→ THE RECORDS:

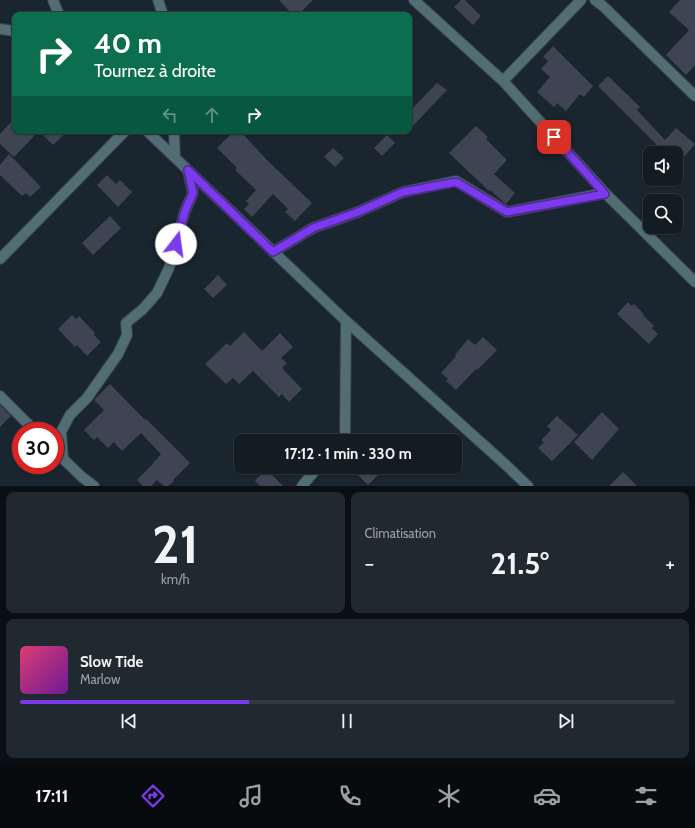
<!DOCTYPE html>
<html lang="fr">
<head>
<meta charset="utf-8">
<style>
	body { margin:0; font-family:Cabin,sans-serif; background:#202930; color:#f1f3f6; height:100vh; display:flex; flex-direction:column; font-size:15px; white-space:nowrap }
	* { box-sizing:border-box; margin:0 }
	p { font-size:13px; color:#9da1a6 }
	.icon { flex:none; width:22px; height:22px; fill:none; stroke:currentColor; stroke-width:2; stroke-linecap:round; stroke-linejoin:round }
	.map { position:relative; height:486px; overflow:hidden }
	.side { display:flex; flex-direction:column; gap:6px; padding:6px; background:#0a0f13; flex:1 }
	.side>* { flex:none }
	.hud { position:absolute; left:12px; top:12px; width:400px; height:122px; border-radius:8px; box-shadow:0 1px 3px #0004,0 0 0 1px #323a41; background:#0b6e4f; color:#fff; overflow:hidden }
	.fabs { position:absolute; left:643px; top:146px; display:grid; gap:8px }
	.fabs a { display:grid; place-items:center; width:40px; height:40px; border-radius:8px; background:#131c23; box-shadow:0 1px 3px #0004,0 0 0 1px #323a41; font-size:20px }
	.speed { position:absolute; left:12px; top:422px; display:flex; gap:8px; font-size:20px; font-weight:700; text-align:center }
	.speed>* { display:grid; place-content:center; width:52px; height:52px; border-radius:50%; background:#131c23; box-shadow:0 1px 3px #0004,0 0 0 1px #323a41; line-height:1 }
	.speed .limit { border:6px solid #d22; background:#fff; color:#111 }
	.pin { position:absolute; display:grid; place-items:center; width:34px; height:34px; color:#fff; margin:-17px; border-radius:8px; box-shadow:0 2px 6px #0006 }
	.me { position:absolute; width:44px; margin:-22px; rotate:15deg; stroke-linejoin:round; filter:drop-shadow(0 0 3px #0008) }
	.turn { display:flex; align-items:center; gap:14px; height:84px; padding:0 16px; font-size:18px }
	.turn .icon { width:52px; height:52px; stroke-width:2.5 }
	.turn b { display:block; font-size:28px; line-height:34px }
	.lanes { display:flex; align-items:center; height:38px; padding:0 16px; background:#0003; justify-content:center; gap:20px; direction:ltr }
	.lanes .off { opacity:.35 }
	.big { font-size:30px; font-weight:800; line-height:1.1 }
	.side .widget { flex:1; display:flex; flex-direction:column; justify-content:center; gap:6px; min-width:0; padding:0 14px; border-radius:8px; background:#202930 }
	.side .dial { align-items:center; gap:0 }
	.dial b { font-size:52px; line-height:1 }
	.song { display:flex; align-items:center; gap:12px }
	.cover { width:48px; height:48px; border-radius:6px; background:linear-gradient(135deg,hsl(340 70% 55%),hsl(280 70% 35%)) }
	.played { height:4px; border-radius:2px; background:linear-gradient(90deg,#7c3aed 35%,#323a41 35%) }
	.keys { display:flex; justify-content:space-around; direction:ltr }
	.heat { display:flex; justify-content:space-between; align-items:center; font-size:22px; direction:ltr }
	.side .tiles { flex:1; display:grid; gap:6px; grid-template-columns:1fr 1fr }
	.widget:last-child { grid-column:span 2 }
	.trip { position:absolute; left:234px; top:434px; width:228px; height:40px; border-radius:8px; background:#131c23; box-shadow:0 1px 3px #0004,0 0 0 1px #323a41; font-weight:800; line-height:40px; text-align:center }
	.tab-bar { display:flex; height:64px; justify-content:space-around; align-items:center; background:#080b0e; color:#9da1a6 }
	.tab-bar .icon { width:28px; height:28px }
	.tab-bar .on { color:#7c3aed }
	.tab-bar b { font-size:18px; color:#f1f3f6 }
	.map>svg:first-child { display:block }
	.building { fill:#3e4452 }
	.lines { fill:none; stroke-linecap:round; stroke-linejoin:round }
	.minor-casing { stroke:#36414b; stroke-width:12 }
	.minor { stroke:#526d74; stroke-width:10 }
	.route-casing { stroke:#51269a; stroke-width:10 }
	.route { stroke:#7c3aed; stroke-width:7 }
</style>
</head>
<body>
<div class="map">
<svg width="695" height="486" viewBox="0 0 695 486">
	<rect width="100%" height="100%" fill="#19252f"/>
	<g class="building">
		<path d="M279,0H313L298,15H293Z"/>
		<path d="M461,0H465L481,16L473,25L454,7Z"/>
		<path d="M680,0H695V65L686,75L666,55L689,30L669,12Z"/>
		<path d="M553,46L593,86L584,97L580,94L566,111L557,103L554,107L537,92L550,77L541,69L548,61L543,57Z"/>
		<path d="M608,76L640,107L637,110L665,140L676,128L695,144L682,159L676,153H665L598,86Z"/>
		<path d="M437,83L447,90L409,130V112Z"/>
		<path d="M15,118V131H39L14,157L0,144V134Z"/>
		<path d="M476,126L488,137L486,139L507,160L494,174L515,193L506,204L490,190L489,191L449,153Z"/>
		<path d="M39,131H68L53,145Z"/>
		<path d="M233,132L237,136L241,132L267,160L312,203L295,221L285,212L288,209L273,194L252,217L244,209L249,204L246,201L256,190L235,170L237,168L217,148Z"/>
		<path d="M387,135L395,143L382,156L374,148Z"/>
		<path d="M333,148L344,158L335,167L324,157Z"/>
		<path d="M9,154L41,187L30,197L26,193L22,196L0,175V165Z"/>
		<path d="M107,175L116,184L120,180L132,192L118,207L97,185Z"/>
		<path d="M110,216L121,228L93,255L82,243Z"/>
		<path d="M218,275L227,285L213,298L204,289Z"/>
		<path d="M628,302L632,306L634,304L644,314L643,315L654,326L652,328L658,334L649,344L617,314Z"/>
		<path d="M72,315L76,319L79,316L95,333L94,335L101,342L87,356L77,345L75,347L58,329Z"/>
		<path d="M244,332L262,351L280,333L293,347L281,358L287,363L282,368L302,389L289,402L282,394L279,397L253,371L239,384L233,378L226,384L205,364L227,343L230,346Z"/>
		<path d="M483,337L497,350L477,370L476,369L456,390L446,381L448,379L441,373L456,356L455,355L468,339L475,345Z"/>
		<path d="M110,384L145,420L146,419L190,463L173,480L174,481L168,486H164L157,480L151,486H143L137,480L153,464V463L161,454L141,433L122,451L114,442L108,448L97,437L94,440L84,430L104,410L94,400Z"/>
		<path d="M0,405L11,416L0,427Z"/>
		<path d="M602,412L619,429L592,460L574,442Z"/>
		<path d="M557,416L578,435L552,461L538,448L544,442L541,440L551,430L547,426Z"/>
		<path d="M366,467H386L368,485L358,475Z"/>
		<path d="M266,469L283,486H260L255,481Z"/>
		<path d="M623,472L637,486H609Z"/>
	</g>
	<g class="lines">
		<g class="minor-casing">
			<g id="minor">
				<path d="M53,0L59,15"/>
				<path d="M158,0L163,15"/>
				<path d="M414,0L503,81L605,193L695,282"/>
				<path d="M595,0L603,6L695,96"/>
				<path d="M0,29L15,31"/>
				<path d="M503,81L581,0"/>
				<path d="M147,131L346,321L345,436L341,441"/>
				<path d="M174,131L175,157"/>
				<path d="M273,252L313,228L358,212L403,192L456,181L507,212L605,193"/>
				<path d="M0,259L125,131"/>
				<path d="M346,321L506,465L528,486"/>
				<path d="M0,396L35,431"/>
				<path d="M55,451L82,477L94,486"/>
				<path d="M63,459L61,432L70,415L87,398L118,354L127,335L126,323L143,309L157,293L169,268L185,211L193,193L188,171"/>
				<path d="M302,486L318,467"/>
			</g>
		</g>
		<use href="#minor" class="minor"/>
	</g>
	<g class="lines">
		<g class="route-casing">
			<path id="route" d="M176,244L185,211L193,193L188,170L273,252L313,228L358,212L403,192L456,182L507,212L605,194L554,137"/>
		</g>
		<use href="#route" class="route"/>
	</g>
</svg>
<div class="fabs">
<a><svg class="icon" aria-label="sound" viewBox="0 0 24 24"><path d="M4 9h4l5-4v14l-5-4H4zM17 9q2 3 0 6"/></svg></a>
<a><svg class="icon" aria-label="search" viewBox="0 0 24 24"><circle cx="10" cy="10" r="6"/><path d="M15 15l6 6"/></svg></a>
</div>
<div class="speed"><div class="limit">30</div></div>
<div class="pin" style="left:554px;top:137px;background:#d93025"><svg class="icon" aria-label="arrive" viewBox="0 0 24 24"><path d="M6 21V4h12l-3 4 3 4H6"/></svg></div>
<svg class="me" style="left:176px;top:244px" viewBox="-20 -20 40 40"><circle r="19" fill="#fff"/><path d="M0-13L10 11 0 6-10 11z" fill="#7c3aed"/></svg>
<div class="trip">17:12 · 1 min · 330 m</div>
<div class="hud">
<div class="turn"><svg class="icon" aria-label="right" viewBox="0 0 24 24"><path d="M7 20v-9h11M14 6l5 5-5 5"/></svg><div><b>40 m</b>Tournez à droite</div></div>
<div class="lanes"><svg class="icon off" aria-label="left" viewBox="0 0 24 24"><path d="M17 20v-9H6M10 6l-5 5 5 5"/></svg><svg class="icon off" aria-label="ahead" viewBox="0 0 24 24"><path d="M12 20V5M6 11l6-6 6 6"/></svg><svg class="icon" aria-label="right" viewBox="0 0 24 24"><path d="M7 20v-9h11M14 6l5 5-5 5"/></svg></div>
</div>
</div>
<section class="side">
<div class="tiles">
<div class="widget dial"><b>21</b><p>km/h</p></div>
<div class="widget"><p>Climatisation</p>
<div class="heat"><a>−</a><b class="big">21.5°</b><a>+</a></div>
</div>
<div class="widget">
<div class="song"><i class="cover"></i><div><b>Slow Tide</b><p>Marlow</p></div></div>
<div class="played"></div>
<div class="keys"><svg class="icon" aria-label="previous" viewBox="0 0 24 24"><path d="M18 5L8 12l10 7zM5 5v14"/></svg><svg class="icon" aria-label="pause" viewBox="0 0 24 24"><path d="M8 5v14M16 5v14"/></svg><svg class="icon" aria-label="next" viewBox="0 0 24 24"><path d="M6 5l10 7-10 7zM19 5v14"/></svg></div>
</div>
</div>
</section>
<nav class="tab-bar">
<b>17:11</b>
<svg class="icon on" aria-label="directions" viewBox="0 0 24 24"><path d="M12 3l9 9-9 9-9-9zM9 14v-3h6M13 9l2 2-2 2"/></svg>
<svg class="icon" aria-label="music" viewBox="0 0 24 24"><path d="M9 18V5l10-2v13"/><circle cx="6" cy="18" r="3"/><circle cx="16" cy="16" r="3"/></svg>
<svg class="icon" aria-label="phone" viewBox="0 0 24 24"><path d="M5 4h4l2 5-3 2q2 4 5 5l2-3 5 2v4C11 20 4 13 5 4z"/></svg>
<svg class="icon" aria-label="climate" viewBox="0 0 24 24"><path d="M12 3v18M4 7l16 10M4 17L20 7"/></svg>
<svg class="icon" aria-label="car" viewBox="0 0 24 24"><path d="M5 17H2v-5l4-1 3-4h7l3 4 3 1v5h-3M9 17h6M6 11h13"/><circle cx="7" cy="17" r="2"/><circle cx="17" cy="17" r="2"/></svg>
<svg class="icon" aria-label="filters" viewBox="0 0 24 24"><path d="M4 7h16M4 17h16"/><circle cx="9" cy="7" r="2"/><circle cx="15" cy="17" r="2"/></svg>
</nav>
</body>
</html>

→ ACTIVITY: What lines above mention "limit"? Copy each one.

→ OUTPUT OF THE TASK:
	.speed .limit { border:6px solid #d22; background:#fff; color:#111 }
<div class="speed"><div class="limit">30</div></div>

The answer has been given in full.